Your answer should be every line of the records that contains the word "height", copied as it stands.

= = = = =

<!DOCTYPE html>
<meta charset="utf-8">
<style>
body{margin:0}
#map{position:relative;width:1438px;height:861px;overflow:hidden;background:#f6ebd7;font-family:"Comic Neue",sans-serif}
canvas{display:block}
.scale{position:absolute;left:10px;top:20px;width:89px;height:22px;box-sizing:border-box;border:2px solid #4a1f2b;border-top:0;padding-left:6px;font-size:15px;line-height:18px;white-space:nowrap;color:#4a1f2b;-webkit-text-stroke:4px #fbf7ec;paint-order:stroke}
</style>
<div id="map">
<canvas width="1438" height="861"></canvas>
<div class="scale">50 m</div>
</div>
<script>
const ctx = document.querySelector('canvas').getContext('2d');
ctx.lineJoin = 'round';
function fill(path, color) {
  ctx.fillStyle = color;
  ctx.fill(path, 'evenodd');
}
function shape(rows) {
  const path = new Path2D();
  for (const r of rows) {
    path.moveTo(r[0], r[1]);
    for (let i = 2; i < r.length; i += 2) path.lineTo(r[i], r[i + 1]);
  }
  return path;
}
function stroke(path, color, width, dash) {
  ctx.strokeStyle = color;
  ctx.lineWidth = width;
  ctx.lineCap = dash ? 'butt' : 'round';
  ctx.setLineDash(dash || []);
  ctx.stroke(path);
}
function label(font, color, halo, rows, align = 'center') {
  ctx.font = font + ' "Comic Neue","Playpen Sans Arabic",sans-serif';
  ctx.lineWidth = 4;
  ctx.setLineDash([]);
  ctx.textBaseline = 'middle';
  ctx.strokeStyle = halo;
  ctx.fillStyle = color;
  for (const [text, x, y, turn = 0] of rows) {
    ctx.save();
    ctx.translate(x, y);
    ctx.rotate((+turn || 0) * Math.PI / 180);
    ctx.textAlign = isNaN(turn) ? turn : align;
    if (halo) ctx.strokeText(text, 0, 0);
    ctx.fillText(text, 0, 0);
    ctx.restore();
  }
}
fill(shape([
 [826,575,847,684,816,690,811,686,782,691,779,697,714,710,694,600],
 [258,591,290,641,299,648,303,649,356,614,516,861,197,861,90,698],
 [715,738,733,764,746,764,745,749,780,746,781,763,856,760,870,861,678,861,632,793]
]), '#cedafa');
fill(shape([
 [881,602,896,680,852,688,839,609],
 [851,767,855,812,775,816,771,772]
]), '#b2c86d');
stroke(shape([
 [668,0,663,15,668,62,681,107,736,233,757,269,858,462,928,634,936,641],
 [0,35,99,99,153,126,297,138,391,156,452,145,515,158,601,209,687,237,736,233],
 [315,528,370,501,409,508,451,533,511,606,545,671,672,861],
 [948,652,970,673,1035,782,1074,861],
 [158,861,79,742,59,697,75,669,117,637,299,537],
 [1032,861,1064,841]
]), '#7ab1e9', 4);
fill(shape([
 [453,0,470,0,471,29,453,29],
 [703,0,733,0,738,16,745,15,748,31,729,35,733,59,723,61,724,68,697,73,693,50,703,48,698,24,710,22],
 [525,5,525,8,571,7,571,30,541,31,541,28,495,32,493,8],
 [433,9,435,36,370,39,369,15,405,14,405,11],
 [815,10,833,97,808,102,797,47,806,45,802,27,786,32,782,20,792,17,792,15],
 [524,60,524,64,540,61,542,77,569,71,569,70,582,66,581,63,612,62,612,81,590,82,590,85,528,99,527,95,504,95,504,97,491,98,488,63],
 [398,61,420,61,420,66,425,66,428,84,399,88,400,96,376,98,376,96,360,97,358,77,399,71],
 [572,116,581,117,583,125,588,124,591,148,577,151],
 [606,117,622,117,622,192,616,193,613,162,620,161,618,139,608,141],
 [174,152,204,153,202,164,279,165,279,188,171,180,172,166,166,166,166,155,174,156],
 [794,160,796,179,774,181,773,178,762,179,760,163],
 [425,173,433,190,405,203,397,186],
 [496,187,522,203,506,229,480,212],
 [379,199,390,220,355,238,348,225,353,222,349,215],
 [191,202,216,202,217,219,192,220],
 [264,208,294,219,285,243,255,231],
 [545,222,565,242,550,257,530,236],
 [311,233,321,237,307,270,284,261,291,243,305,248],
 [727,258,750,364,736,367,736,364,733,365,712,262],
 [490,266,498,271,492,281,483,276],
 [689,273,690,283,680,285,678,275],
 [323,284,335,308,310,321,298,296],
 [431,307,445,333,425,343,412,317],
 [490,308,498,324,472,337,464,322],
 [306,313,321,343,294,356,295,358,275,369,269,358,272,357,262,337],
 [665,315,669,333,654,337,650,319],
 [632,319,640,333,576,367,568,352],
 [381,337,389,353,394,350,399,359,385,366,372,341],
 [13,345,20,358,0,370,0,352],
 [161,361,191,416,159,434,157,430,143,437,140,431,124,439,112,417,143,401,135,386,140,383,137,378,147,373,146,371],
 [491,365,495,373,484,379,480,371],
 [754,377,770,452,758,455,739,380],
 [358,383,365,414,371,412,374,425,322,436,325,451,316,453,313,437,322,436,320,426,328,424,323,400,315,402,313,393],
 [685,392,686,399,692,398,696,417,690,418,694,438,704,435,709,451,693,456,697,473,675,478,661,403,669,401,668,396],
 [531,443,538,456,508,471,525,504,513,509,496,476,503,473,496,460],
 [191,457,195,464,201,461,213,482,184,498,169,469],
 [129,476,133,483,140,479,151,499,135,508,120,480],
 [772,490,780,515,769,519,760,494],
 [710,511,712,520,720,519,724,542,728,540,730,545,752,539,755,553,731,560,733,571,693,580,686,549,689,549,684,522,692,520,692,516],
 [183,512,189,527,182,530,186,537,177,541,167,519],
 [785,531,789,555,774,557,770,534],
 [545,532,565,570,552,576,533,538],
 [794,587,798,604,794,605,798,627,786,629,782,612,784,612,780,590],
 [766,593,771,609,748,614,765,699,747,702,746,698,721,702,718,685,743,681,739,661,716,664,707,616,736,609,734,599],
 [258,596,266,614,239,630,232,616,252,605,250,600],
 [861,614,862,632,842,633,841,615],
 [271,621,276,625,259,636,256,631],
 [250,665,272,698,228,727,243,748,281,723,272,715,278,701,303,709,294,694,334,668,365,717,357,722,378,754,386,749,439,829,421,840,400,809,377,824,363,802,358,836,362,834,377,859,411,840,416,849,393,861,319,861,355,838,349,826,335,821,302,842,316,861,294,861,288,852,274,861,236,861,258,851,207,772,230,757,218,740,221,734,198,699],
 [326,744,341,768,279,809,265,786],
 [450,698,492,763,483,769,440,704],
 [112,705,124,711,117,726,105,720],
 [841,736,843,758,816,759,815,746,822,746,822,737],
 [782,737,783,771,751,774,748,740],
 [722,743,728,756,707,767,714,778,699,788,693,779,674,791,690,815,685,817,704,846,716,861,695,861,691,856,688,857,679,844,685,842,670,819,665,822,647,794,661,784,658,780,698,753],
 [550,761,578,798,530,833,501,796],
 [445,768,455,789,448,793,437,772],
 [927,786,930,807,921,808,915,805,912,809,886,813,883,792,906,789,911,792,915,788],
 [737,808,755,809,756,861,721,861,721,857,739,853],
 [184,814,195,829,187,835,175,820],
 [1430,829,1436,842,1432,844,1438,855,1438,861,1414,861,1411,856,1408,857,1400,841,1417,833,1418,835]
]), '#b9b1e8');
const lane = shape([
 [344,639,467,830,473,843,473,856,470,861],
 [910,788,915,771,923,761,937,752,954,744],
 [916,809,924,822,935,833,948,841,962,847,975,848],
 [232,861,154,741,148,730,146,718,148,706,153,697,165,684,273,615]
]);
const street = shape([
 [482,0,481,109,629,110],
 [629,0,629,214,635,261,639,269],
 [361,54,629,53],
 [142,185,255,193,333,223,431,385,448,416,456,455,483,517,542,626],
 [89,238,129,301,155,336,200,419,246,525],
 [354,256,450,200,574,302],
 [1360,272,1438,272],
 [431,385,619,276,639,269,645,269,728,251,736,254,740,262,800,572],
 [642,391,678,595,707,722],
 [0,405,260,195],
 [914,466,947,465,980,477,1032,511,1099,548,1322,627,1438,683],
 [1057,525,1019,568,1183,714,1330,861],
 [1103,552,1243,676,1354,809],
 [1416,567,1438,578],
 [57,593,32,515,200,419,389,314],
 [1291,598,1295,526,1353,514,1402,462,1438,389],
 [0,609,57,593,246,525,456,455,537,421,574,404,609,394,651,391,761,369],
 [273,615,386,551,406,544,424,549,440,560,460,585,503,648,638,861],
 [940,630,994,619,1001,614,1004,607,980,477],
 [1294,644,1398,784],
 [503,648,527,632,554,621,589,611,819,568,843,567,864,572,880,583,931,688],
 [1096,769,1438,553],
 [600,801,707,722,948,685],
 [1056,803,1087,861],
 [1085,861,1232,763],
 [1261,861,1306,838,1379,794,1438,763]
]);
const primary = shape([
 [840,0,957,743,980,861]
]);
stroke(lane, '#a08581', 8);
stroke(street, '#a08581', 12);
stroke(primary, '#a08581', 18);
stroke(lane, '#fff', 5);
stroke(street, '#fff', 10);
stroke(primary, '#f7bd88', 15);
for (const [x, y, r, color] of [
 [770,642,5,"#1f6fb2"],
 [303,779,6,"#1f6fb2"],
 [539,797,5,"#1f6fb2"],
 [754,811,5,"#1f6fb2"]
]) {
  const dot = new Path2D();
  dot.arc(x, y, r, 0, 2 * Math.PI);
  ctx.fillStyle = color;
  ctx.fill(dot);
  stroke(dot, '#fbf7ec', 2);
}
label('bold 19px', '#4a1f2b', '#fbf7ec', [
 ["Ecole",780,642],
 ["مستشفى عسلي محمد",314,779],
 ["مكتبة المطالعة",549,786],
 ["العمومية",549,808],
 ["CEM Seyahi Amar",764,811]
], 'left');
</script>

= = = = =

**Solution to this exercise**
#map{position:relative;width:1438px;height:861px;overflow:hidden;background:#f6ebd7;font-family:"Comic Neue",sans-serif}
.scale{position:absolute;left:10px;top:20px;width:89px;height:22px;box-sizing:border-box;border:2px solid #4a1f2b;border-top:0;padding-left:6px;font-size:15px;line-height:18px;white-space:nowrap;color:#4a1f2b;-webkit-text-stroke:4px #fbf7ec;paint-order:stroke}
<canvas width="1438" height="861"></canvas>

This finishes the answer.